Among the lines below, count those with the word "river". Answer with the number only.

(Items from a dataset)
--------

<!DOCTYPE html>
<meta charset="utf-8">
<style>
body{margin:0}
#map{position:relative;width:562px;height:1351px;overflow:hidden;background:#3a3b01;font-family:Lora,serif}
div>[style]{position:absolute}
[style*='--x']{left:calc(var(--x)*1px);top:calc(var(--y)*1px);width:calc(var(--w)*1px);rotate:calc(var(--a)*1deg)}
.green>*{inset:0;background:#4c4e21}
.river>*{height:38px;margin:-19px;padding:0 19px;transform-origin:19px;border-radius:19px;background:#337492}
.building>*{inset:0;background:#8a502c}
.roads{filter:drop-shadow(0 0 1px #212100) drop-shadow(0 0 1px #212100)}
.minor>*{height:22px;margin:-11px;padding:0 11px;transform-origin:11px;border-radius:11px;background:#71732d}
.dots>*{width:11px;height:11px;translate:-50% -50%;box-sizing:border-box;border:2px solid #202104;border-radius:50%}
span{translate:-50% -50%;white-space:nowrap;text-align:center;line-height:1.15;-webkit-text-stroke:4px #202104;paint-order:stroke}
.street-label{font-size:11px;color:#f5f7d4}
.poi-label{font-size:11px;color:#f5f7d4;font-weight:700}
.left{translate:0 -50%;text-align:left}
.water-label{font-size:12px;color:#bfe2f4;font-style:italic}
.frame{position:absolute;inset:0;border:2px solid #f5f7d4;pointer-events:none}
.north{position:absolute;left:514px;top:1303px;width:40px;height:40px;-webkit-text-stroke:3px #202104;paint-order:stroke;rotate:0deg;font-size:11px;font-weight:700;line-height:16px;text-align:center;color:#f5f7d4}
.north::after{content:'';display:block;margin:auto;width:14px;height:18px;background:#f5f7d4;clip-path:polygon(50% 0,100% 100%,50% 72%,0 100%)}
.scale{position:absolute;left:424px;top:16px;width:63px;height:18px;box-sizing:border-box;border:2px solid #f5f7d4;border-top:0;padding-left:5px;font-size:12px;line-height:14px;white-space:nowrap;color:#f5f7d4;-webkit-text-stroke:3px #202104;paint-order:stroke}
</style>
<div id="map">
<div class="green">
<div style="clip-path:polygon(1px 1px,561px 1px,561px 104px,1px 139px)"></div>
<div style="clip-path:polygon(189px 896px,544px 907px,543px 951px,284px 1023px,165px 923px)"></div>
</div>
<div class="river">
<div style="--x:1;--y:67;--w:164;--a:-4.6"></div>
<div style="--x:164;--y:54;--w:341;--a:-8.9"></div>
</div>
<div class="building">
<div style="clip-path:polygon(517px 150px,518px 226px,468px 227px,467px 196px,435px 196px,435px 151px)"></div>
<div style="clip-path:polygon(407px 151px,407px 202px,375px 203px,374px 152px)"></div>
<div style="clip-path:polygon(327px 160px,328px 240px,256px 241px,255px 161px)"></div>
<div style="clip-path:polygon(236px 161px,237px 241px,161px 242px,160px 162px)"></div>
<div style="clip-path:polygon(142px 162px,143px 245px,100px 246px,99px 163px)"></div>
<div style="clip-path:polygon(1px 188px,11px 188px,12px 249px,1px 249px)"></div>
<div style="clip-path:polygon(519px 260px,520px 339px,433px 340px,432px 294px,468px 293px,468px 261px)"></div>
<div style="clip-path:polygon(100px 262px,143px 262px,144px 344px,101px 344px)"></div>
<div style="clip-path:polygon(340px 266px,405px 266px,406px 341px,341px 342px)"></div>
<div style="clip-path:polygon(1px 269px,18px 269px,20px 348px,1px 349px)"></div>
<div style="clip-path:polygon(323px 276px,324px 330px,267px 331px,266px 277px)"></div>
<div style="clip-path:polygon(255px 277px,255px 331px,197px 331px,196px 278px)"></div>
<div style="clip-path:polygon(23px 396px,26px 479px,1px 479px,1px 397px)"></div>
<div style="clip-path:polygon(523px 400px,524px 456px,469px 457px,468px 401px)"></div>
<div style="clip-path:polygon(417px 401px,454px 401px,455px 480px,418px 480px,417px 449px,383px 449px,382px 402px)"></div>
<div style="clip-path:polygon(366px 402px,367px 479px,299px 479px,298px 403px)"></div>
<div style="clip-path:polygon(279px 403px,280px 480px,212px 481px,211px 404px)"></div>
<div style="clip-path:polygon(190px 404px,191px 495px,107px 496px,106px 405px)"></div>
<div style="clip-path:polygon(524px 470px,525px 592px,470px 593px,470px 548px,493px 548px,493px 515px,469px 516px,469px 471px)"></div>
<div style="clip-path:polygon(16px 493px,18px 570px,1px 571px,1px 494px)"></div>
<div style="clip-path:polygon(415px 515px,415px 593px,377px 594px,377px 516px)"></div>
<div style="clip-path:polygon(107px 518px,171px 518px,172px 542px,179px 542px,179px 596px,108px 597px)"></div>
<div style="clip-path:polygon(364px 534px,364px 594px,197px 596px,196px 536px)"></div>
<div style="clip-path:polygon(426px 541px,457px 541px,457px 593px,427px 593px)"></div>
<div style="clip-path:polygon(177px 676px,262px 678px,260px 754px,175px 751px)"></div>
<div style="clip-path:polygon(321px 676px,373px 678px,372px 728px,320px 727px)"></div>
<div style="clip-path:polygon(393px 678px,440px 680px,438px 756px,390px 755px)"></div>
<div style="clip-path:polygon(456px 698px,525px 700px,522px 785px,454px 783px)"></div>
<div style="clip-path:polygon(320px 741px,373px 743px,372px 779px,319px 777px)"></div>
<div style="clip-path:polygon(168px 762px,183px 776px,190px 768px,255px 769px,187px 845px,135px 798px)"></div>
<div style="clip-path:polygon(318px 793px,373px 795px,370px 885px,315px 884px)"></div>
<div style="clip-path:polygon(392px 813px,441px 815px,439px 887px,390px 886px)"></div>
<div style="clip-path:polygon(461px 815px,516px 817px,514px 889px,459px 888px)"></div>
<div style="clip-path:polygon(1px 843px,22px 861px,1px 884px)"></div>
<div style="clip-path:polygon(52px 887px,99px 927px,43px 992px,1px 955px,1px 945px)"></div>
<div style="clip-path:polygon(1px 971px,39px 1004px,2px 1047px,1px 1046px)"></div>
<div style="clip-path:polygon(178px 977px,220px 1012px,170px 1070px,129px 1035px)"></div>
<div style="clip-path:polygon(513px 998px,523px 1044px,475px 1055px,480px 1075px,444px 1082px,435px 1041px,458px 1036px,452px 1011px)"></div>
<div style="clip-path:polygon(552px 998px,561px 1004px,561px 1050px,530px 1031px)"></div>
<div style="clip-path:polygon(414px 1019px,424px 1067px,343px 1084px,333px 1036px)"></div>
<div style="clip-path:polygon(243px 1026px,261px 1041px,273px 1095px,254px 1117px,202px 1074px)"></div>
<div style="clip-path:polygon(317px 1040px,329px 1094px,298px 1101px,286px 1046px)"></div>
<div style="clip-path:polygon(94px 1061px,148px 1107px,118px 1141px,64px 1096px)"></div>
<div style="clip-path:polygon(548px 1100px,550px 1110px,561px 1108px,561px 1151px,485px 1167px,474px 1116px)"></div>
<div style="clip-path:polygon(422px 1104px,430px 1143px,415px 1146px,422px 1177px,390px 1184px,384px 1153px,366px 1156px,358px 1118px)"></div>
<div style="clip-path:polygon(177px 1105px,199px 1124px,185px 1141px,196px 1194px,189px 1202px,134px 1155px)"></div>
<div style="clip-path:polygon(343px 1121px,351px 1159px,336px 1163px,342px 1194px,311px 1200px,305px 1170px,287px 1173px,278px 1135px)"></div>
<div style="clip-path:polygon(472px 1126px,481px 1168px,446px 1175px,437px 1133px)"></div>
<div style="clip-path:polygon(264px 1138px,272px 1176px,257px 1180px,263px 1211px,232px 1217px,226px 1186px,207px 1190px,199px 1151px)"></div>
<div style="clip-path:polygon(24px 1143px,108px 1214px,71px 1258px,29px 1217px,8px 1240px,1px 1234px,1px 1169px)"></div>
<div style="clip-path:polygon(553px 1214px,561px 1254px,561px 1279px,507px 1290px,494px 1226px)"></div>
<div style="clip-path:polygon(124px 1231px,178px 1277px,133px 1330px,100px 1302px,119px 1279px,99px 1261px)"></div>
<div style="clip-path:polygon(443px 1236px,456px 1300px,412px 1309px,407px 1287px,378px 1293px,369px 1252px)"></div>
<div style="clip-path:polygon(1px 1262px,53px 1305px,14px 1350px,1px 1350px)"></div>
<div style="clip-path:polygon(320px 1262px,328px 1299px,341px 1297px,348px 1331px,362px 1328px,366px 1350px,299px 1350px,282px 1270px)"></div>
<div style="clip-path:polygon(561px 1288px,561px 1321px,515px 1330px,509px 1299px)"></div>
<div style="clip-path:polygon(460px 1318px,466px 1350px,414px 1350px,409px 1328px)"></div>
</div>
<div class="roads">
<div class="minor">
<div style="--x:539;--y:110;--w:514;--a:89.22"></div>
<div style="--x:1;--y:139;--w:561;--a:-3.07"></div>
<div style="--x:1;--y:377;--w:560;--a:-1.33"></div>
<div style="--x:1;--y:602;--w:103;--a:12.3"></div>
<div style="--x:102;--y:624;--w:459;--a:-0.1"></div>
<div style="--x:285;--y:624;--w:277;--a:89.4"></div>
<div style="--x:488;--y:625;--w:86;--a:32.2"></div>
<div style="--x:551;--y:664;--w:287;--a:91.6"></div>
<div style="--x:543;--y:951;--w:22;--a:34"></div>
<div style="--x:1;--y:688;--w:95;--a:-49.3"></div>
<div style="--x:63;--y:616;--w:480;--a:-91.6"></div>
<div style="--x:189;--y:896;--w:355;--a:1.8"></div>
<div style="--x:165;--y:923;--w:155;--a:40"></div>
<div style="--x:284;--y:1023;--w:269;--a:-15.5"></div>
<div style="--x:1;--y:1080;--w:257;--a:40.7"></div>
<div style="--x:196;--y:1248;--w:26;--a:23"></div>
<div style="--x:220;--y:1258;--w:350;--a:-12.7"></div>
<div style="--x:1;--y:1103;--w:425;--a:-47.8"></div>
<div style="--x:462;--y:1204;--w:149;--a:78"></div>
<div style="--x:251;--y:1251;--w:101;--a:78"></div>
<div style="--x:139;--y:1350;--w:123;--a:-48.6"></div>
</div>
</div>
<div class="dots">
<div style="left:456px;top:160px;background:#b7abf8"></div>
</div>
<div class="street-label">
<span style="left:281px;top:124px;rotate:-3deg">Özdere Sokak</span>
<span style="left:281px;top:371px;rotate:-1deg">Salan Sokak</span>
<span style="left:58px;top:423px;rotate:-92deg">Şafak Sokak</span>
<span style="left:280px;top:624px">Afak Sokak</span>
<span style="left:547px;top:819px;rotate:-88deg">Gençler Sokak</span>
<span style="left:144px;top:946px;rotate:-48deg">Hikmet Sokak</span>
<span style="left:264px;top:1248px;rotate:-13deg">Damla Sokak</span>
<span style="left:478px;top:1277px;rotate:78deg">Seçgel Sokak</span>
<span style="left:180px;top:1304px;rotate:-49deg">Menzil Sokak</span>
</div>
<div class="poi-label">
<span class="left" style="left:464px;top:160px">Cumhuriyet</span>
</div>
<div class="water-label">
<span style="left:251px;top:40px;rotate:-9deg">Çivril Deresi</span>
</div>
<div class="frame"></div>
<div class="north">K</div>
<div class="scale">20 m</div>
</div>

--------

ANSWER TO THIS PROBLEM |
2